(Beginning of RECORDS TO PROCESS)

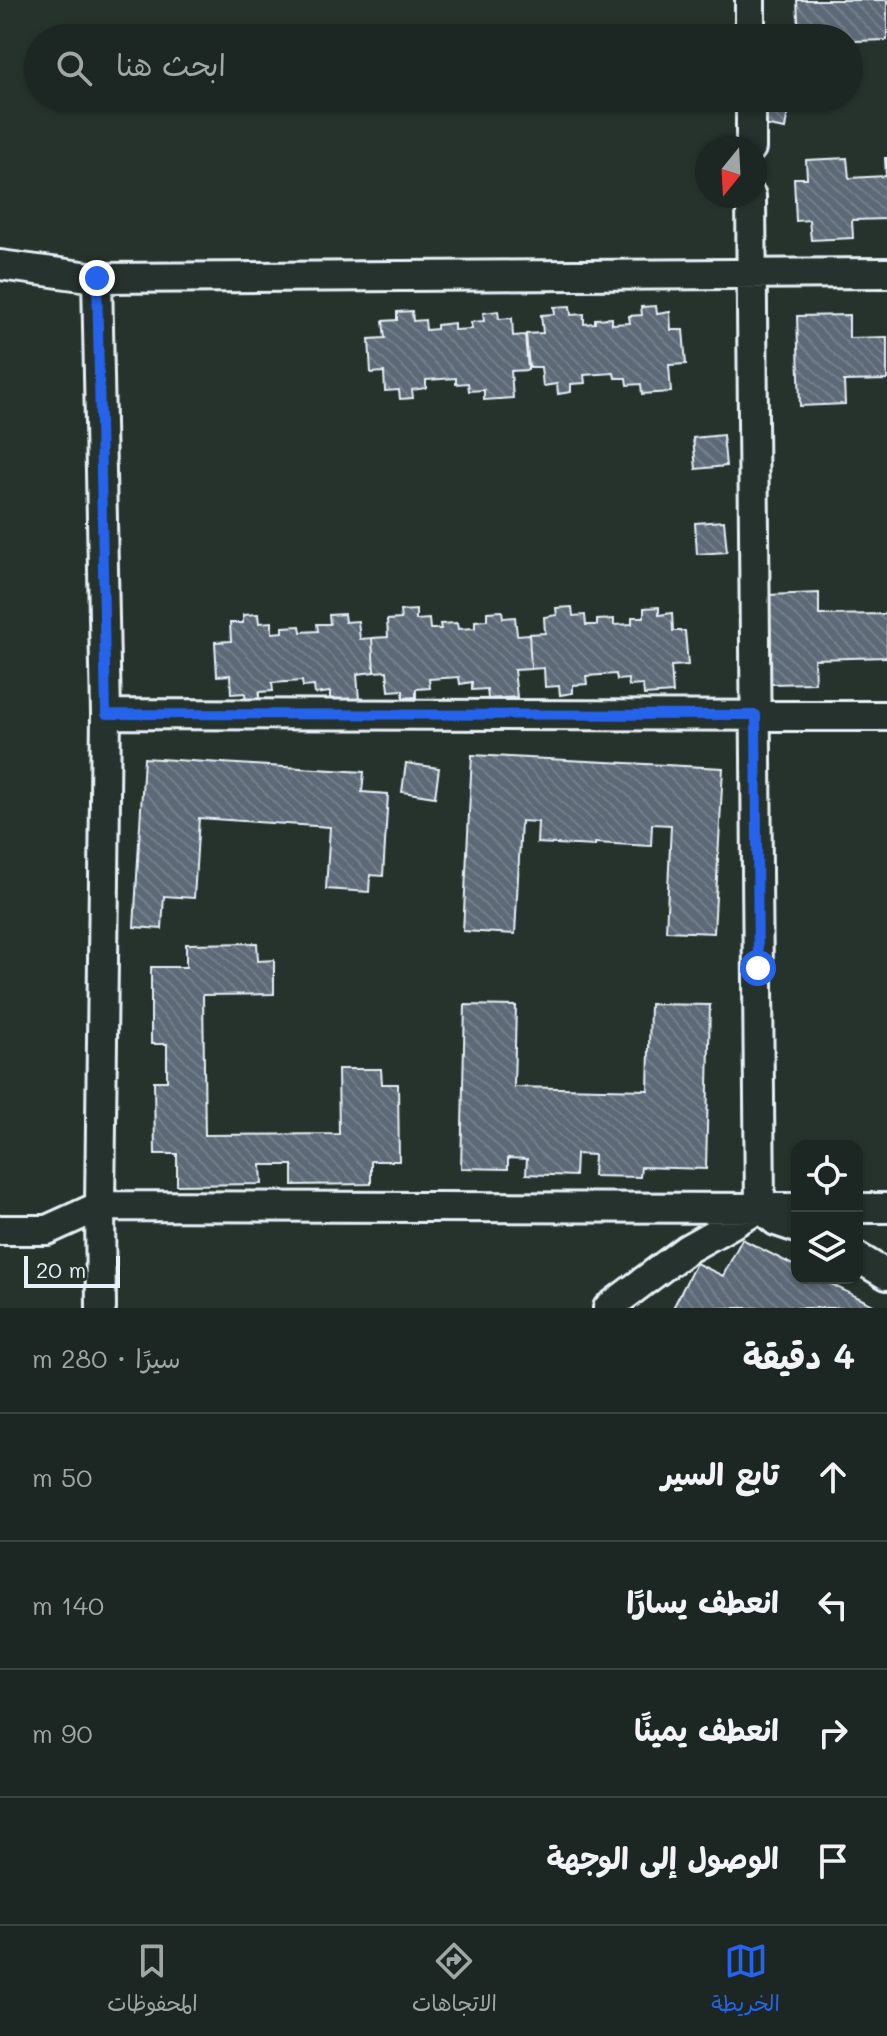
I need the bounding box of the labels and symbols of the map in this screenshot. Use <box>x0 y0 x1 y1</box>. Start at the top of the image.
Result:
north arrow <box>695 136 767 208</box>
route end <box>79 260 115 296</box>
route start <box>740 950 776 986</box>
scale bar <box>24 1252 120 1288</box>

(End of RECORDS TO PROCESS)

_WORK INSTRUCTIONS_
Nothing in the entries above should change when they are printed again, except that the pictures are dropped.

_TASK OUTPUT_
I need the bounding box of the labels and symbols of the map in this screenshot. Use <box>x0 y0 x1 y1</box>. Start at the top of the image.
Result:
north arrow <box>695 136 767 208</box>
route end <box>79 260 115 296</box>
route start <box>740 950 776 986</box>
scale bar <box>24 1252 120 1288</box>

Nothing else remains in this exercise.